North Carolina’s “Regulatory Sandbox Act” Is a Win for Innovation | Citizens Against Government Waste

North Carolina’s “Regulatory Sandbox Act” Is a Win for Innovation

The WasteWatcher

In a win for entrepreneurs, consumers, and taxpayers in North Carolina, Governor Roy Cooper (D) signed HB 624, the “North Carolina Regulatory Sandbox Act,” into law on October 15, 2021.  Under the new law, which was passed unanimously by both the House and the Senate, insurance and financial companies will be able to apply for waivers to bypass certain regulations for a two-year period and provide innovative products or services to consumers that are not currently permitted under state law.  A new 11-member North Carolina Innovation Council, comprised of the banking and insurance commissioners, attorney general, secretary of state, or their respective designees, and public representatives appointed by the governor, lieutenant governor, and leaders of the legislature, will review applications and choose which companies may participate.  Applicants will pay an initial $50 application fee and, upon approval, a $450 participation fee, in addition to any other fees assessed by the council.
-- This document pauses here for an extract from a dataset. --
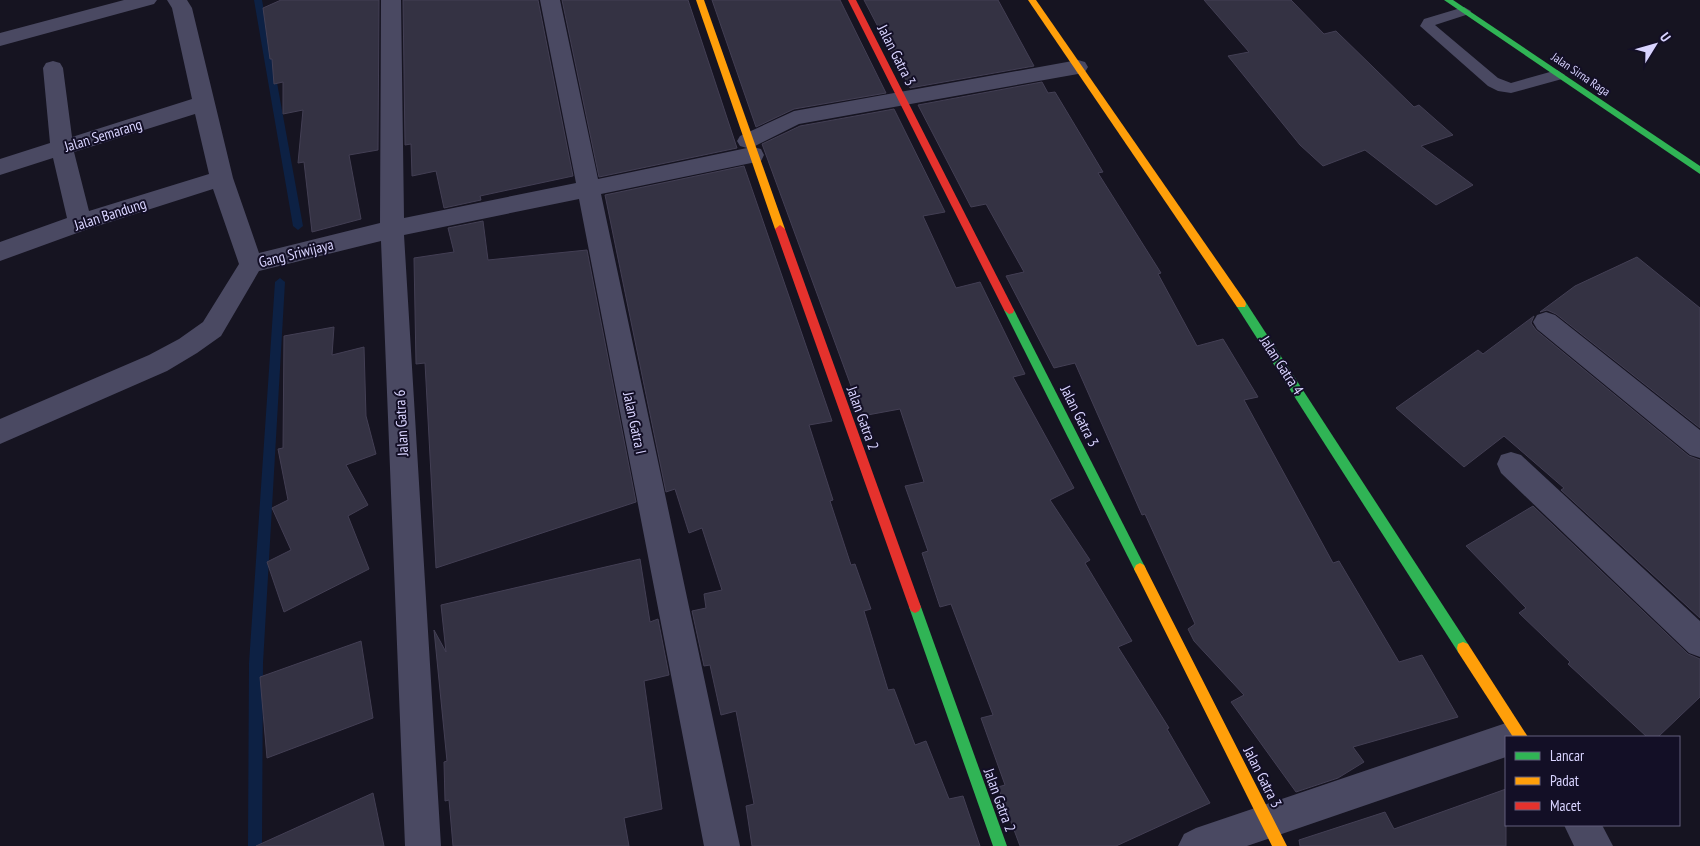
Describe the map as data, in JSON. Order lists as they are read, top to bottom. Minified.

First developed by the United Kingdom’s Financial Conduct Authority (FCA) in 2015, regulatory sandboxes allow businesses to “test innovative products, services, business models and delivery mechanisms without” going through the usual red tape.  In a sandbox, businesses are given one to two years to test new products before petitioning regulators for full approval.  As the businesses try out their strategies, policymakers also receive the opportunity to observe the advantages of decreased regulation and can adjust laws accordingly. 

Since their inception, regulatory sandboxes have had a positive impact.  The first sandbox created by the FCA, for example, has experienced a 40 percent reduction in the amount of time needed to authorize applications, and 80 percent of the firms “successfully tested” are still in operation.  

Through the removal of outdated and cumbersome regulations that increase barriers to entry, sandbox participants that would struggle to gain access to the marketplace receive an opportunity to enter the playing field.  They provide new competitive services to consumers and increase job opportunities.  Further, sandboxes promote the development of new products and services in a free market, rather than under strict government control.

With the passage of HB 264, North Carolina joins states like Arizona, Florida, Kentucky, Nevada, South Dakota, Utah, Vermont, West Virginia, and Wyoming in lifting barriers to entry for new businesses and technologies through the adoption of regulatory sandboxes.  Legislators in Connecticut, Louisiana, New York, North Dakota, Ohio, Oklahoma, and Pennsylvania also considered or are currently considering similar legislation this year.

However, the adoption of regulatory sandbox legislation in these states does not mean that the job is done.  For example, while North Carolina’s law applies to both insurance and financial technologies, Arizona and Nevada’s regulatory sandboxes apply only to financial technology, also known as “fintech,” while Kentucky and Vermont’s sandboxes are exclusive to insurance technology, also known as “insurtech.”  The expansion into other fields, including legal services, or expanding existing but limited sandbox laws to all industries, as enacted in Utah earlier this year, will open the door to even greater innovation.  

Moving forward, state legislators should follow the examples set by North Carolina and Utah and expand regulatory sandboxes beyond a single industry or a limited group of industries.  Given the successes and benefits provided by sandboxes, they should certainly be adopted in lieu of increased regulations or taxpayer-funded business subsidies.